# May 2025

## Clean Employee data and Clean Employee API

### 📦 New features

#### **New root-level field added**:

* `public_profile_id` (String): Publicly provided employee URN added to each employee record.

#### **New collections introduced**:

* `patents` (Array of Structs)
* `publications` (Array of Structs)
* `organizations` (Array of Structs)

### 🔧 Improvements

#### **Experience data logic updates**:

* Hidden experiences that no longer aggregate are now correctly marked with `deleted=1`.
* Logic corrected to update `date_to` fields when newer experience records appear.
* Removed inferred company HQ locations from experience records where original location was empty, addressing mismatches.

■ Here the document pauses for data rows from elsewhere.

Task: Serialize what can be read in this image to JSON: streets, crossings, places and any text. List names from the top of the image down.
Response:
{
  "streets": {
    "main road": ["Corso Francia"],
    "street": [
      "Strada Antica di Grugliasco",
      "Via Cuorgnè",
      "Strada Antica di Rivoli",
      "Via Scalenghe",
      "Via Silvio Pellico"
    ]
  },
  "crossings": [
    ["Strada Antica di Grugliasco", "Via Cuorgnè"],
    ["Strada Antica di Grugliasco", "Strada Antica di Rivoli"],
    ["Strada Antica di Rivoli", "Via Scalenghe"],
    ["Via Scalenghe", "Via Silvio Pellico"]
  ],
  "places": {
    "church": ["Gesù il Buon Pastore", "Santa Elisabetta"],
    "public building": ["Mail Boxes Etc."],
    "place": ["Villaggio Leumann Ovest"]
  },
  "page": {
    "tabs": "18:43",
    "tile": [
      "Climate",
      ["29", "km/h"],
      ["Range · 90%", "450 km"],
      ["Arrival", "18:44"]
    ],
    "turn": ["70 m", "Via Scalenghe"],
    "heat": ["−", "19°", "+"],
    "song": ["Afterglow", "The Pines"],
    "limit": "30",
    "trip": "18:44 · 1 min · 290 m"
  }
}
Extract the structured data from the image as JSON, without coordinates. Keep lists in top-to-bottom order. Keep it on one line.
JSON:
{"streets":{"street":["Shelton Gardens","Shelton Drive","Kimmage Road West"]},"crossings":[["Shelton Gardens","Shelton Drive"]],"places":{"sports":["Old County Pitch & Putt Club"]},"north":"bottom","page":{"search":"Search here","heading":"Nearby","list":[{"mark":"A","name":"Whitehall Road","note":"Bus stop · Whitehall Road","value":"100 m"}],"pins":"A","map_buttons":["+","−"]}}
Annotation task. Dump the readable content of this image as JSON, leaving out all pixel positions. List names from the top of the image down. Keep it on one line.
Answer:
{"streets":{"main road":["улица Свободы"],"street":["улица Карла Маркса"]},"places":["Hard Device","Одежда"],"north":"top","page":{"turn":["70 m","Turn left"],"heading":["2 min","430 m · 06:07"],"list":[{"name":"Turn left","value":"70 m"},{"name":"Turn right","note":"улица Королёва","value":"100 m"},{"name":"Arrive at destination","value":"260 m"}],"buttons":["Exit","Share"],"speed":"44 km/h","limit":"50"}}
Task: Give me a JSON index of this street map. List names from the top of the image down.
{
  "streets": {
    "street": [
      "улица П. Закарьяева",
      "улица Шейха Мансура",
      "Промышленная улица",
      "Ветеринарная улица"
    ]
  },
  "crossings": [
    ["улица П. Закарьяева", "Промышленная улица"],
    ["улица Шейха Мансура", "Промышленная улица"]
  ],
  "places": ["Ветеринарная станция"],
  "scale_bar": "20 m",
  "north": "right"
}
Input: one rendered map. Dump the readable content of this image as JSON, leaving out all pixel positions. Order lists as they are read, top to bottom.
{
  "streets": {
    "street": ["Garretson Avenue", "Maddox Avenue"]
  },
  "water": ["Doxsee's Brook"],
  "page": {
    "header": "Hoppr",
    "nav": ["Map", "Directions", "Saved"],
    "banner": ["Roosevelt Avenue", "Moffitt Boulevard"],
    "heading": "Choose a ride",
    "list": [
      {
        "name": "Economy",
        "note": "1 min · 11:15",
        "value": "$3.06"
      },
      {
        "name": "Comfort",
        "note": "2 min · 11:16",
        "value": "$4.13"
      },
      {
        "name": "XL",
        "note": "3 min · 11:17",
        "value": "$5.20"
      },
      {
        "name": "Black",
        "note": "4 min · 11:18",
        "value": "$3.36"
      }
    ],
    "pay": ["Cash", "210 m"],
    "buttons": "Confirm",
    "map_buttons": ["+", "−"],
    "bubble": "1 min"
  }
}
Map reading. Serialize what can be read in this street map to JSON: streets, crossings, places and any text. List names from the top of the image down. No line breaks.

#### **Data cleaning enhancements**:

HTML tags have been stripped from description fields across multiple entities for cleaner presentation and parsing:

* `experience.description`
* `education.description`
* `summary`
* `awards.description`
* `patents.description`
* `publications.description`
* `projects.description`
* `organizations`

## Multi-source Company data and Multi-source Company API

### 📦 New feature: **fields added**

* `employees_count_inferred` (Integer): Estimated employee count based on inferred data.
* `employees_count_inferred_by_month` (Array of structs): Historical inferred employee counts over a rolling three-year window.
* `employees_count_inferred_by_month.employees_count_inferred` (Integer): Estimated employee count based on inferred data.
* `date` (String): Date identifier.

### 🔧 Improvements

#### **Key executive data quality**:

Removed \~3.3M low-quality or stale profiles from the following collections:

* `key_executives`
* `key_executive_arrivals`
* `key_executive_departures`

#### **Rolling window standardization**:

Implemented a consistent three-year rolling window for all \*\_by\_month breakdowns:

* `active_job_postings_count_by_month`
* `employees_count_by_month`
* `employees_count_by_country_by_month`
* `employees_count_breakdown_by_department_by_month`
* `employees_count_breakdown_by_region_by_month`
* `employees_count_breakdown_by_seniority_by_month`
* `professional_network_followers_count_by_month`
* `product_reviews_score_by_month`

#### **Elasticsearch schema updates** *(no impact on data dictionary)*:

Changed data types from **Nested** to **Flattened** for improved indexing and performance:

* `base_salary`
* `total_salary`

### 🐞 Bug fixes

#### **Deduplication**:

`funding_rounds`: Fixed duplicate entries in arrays.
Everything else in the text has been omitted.